| ABOUT THIS TASK |
Give the data a second time, exactly and in full.

(Collected data)
• • • •
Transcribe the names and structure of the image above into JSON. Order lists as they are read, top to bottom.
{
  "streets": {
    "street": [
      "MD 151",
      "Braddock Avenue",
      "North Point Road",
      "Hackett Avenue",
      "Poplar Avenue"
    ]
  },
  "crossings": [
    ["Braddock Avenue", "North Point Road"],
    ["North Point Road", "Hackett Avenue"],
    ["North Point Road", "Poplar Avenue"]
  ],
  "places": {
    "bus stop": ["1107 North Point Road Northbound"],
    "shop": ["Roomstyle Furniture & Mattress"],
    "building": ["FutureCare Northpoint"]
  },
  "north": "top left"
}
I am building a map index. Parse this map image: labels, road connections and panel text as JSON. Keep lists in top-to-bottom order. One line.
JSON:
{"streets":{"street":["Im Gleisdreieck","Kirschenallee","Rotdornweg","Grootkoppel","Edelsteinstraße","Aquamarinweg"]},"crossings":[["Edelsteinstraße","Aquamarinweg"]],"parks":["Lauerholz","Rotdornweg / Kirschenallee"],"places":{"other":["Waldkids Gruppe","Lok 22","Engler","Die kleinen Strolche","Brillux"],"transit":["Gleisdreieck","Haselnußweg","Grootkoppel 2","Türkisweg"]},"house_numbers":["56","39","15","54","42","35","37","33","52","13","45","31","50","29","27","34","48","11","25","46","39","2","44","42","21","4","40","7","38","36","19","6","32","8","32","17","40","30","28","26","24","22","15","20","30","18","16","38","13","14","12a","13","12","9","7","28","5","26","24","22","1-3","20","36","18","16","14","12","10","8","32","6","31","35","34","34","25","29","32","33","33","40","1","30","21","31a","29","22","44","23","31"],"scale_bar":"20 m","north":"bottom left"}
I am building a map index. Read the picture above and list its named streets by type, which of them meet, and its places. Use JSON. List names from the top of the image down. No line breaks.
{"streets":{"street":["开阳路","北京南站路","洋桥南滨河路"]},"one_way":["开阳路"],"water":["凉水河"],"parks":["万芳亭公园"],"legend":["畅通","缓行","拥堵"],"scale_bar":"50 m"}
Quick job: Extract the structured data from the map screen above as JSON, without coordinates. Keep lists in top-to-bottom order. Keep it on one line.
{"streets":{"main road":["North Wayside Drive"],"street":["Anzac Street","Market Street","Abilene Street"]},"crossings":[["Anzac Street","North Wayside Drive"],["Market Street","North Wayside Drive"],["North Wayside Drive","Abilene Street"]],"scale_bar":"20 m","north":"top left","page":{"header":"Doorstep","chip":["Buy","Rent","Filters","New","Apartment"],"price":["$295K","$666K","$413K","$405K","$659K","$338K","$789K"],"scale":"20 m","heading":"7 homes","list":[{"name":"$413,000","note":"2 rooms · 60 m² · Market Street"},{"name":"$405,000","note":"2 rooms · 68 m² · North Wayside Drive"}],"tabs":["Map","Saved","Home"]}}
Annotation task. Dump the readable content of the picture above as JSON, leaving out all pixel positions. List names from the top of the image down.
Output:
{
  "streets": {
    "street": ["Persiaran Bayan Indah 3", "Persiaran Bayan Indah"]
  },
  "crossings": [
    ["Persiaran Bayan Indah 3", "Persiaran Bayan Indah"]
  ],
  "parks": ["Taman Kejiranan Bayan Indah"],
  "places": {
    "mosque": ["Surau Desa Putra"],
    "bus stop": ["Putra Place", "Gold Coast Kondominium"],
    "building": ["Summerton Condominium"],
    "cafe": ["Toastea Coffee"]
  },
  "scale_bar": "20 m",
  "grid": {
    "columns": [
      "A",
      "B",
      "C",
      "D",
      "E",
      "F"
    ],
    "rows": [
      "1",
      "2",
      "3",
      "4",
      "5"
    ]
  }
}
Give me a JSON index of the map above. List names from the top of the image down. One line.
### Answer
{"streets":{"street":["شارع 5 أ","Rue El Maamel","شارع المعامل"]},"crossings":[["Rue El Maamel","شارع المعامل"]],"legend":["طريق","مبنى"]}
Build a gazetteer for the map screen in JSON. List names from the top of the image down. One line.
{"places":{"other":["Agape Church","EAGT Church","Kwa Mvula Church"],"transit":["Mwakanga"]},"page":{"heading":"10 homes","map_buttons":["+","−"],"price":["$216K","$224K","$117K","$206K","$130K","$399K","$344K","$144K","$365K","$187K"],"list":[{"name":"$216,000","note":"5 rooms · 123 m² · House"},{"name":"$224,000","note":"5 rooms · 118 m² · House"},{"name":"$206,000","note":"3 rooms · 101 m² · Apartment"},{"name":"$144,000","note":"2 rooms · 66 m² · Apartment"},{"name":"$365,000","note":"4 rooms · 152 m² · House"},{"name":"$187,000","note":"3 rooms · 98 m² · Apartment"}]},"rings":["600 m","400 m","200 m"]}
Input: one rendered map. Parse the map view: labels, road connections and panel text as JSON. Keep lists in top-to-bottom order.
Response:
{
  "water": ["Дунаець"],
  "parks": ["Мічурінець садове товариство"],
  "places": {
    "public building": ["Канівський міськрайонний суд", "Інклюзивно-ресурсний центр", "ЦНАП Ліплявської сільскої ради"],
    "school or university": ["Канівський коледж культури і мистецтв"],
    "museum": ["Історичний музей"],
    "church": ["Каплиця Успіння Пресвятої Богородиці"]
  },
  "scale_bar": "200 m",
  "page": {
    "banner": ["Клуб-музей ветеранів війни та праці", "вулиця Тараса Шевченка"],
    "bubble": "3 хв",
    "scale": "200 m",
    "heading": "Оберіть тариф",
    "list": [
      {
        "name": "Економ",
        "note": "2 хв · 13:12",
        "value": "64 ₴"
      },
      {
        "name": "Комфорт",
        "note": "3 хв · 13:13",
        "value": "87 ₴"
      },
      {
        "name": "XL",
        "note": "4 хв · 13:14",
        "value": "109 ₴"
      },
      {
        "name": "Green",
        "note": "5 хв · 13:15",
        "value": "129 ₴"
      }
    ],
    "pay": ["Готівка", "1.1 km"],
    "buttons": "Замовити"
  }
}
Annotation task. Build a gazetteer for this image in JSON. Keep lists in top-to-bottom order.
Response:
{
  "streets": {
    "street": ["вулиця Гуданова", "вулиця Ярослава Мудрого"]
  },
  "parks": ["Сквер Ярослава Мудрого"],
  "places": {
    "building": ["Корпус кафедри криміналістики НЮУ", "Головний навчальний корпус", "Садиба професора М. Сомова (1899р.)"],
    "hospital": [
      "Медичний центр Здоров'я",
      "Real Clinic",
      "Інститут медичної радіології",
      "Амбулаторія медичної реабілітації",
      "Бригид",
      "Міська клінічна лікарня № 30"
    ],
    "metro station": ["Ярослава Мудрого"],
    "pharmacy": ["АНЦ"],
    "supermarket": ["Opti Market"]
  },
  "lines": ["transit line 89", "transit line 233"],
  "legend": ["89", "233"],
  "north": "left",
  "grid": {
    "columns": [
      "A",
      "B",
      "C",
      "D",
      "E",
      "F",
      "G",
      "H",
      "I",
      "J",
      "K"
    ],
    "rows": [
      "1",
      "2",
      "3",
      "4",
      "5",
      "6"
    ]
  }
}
• • • •
| SOLUTION TO THIS EXERCISE |
Transcribe the names and structure of the image above into JSON. Order lists as they are read, top to bottom.
{
  "streets": {
    "street": [
      "MD 151",
      "Braddock Avenue",
      "North Point Road",
      "Hackett Avenue",
      "Poplar Avenue"
    ]
  },
  "crossings": [
    ["Braddock Avenue", "North Point Road"],
    ["North Point Road", "Hackett Avenue"],
    ["North Point Road", "Poplar Avenue"]
  ],
  "places": {
    "bus stop": ["1107 North Point Road Northbound"],
    "shop": ["Roomstyle Furniture & Mattress"],
    "building": ["FutureCare Northpoint"]
  },
  "north": "top left"
}
I am building a map index. Parse this map image: labels, road connections and panel text as JSON. Keep lists in top-to-bottom order. One line.
JSON:
{"streets":{"street":["Im Gleisdreieck","Kirschenallee","Rotdornweg","Grootkoppel","Edelsteinstraße","Aquamarinweg"]},"crossings":[["Edelsteinstraße","Aquamarinweg"]],"parks":["Lauerholz","Rotdornweg / Kirschenallee"],"places":{"other":["Waldkids Gruppe","Lok 22","Engler","Die kleinen Strolche","Brillux"],"transit":["Gleisdreieck","Haselnußweg","Grootkoppel 2","Türkisweg"]},"house_numbers":["56","39","15","54","42","35","37","33","52","13","45","31","50","29","27","34","48","11","25","46","39","2","44","42","21","4","40","7","38","36","19","6","32","8","32","17","40","30","28","26","24","22","15","20","30","18","16","38","13","14","12a","13","12","9","7","28","5","26","24","22","1-3","20","36","18","16","14","12","10","8","32","6","31","35","34","34","25","29","32","33","33","40","1","30","21","31a","29","22","44","23","31"],"scale_bar":"20 m","north":"bottom left"}
I am building a map index. Read the picture above and list its named streets by type, which of them meet, and its places. Use JSON. List names from the top of the image down. No line breaks.
{"streets":{"street":["开阳路","北京南站路","洋桥南滨河路"]},"one_way":["开阳路"],"water":["凉水河"],"parks":["万芳亭公园"],"legend":["畅通","缓行","拥堵"],"scale_bar":"50 m"}
Quick job: Extract the structured data from the map screen above as JSON, without coordinates. Keep lists in top-to-bottom order. Keep it on one line.
{"streets":{"main road":["North Wayside Drive"],"street":["Anzac Street","Market Street","Abilene Street"]},"crossings":[["Anzac Street","North Wayside Drive"],["Market Street","North Wayside Drive"],["North Wayside Drive","Abilene Street"]],"scale_bar":"20 m","north":"top left","page":{"header":"Doorstep","chip":["Buy","Rent","Filters","New","Apartment"],"price":["$295K","$666K","$413K","$405K","$659K","$338K","$789K"],"scale":"20 m","heading":"7 homes","list":[{"name":"$413,000","note":"2 rooms · 60 m² · Market Street"},{"name":"$405,000","note":"2 rooms · 68 m² · North Wayside Drive"}],"tabs":["Map","Saved","Home"]}}
Annotation task. Dump the readable content of the picture above as JSON, leaving out all pixel positions. List names from the top of the image down.
Output:
{
  "streets": {
    "street": ["Persiaran Bayan Indah 3", "Persiaran Bayan Indah"]
  },
  "crossings": [
    ["Persiaran Bayan Indah 3", "Persiaran Bayan Indah"]
  ],
  "parks": ["Taman Kejiranan Bayan Indah"],
  "places": {
    "mosque": ["Surau Desa Putra"],
    "bus stop": ["Putra Place", "Gold Coast Kondominium"],
    "building": ["Summerton Condominium"],
    "cafe": ["Toastea Coffee"]
  },
  "scale_bar": "20 m",
  "grid": {
    "columns": [
      "A",
      "B",
      "C",
      "D",
      "E",
      "F"
    ],
    "rows": [
      "1",
      "2",
      "3",
      "4",
      "5"
    ]
  }
}
Give me a JSON index of the map above. List names from the top of the image down. One line.
### Answer
{"streets":{"street":["شارع 5 أ","Rue El Maamel","شارع المعامل"]},"crossings":[["Rue El Maamel","شارع المعامل"]],"legend":["طريق","مبنى"]}
Build a gazetteer for the map screen in JSON. List names from the top of the image down. One line.
{"places":{"other":["Agape Church","EAGT Church","Kwa Mvula Church"],"transit":["Mwakanga"]},"page":{"heading":"10 homes","map_buttons":["+","−"],"price":["$216K","$224K","$117K","$206K","$130K","$399K","$344K","$144K","$365K","$187K"],"list":[{"name":"$216,000","note":"5 rooms · 123 m² · House"},{"name":"$224,000","note":"5 rooms · 118 m² · House"},{"name":"$206,000","note":"3 rooms · 101 m² · Apartment"},{"name":"$144,000","note":"2 rooms · 66 m² · Apartment"},{"name":"$365,000","note":"4 rooms · 152 m² · House"},{"name":"$187,000","note":"3 rooms · 98 m² · Apartment"}]},"rings":["600 m","400 m","200 m"]}
Input: one rendered map. Parse the map view: labels, road connections and panel text as JSON. Keep lists in top-to-bottom order.
Response:
{
  "water": ["Дунаець"],
  "parks": ["Мічурінець садове товариство"],
  "places": {
    "public building": ["Канівський міськрайонний суд", "Інклюзивно-ресурсний центр", "ЦНАП Ліплявської сільскої ради"],
    "school or university": ["Канівський коледж культури і мистецтв"],
    "museum": ["Історичний музей"],
    "church": ["Каплиця Успіння Пресвятої Богородиці"]
  },
  "scale_bar": "200 m",
  "page": {
    "banner": ["Клуб-музей ветеранів війни та праці", "вулиця Тараса Шевченка"],
    "bubble": "3 хв",
    "scale": "200 m",
    "heading": "Оберіть тариф",
    "list": [
      {
        "name": "Економ",
        "note": "2 хв · 13:12",
        "value": "64 ₴"
      },
      {
        "name": "Комфорт",
        "note": "3 хв · 13:13",
        "value": "87 ₴"
      },
      {
        "name": "XL",
        "note": "4 хв · 13:14",
        "value": "109 ₴"
      },
      {
        "name": "Green",
        "note": "5 хв · 13:15",
        "value": "129 ₴"
      }
    ],
    "pay": ["Готівка", "1.1 km"],
    "buttons": "Замовити"
  }
}
Annotation task. Build a gazetteer for this image in JSON. Keep lists in top-to-bottom order.
Response:
{
  "streets": {
    "street": ["вулиця Гуданова", "вулиця Ярослава Мудрого"]
  },
  "parks": ["Сквер Ярослава Мудрого"],
  "places": {
    "building": ["Корпус кафедри криміналістики НЮУ", "Головний навчальний корпус", "Садиба професора М. Сомова (1899р.)"],
    "hospital": [
      "Медичний центр Здоров'я",
      "Real Clinic",
      "Інститут медичної радіології",
      "Амбулаторія медичної реабілітації",
      "Бригид",
      "Міська клінічна лікарня № 30"
    ],
    "metro station": ["Ярослава Мудрого"],
    "pharmacy": ["АНЦ"],
    "supermarket": ["Opti Market"]
  },
  "lines": ["transit line 89", "transit line 233"],
  "legend": ["89", "233"],
  "north": "left",
  "grid": {
    "columns": [
      "A",
      "B",
      "C",
      "D",
      "E",
      "F",
      "G",
      "H",
      "I",
      "J",
      "K"
    ],
    "rows": [
      "1",
      "2",
      "3",
      "4",
      "5",
      "6"
    ]
  }
}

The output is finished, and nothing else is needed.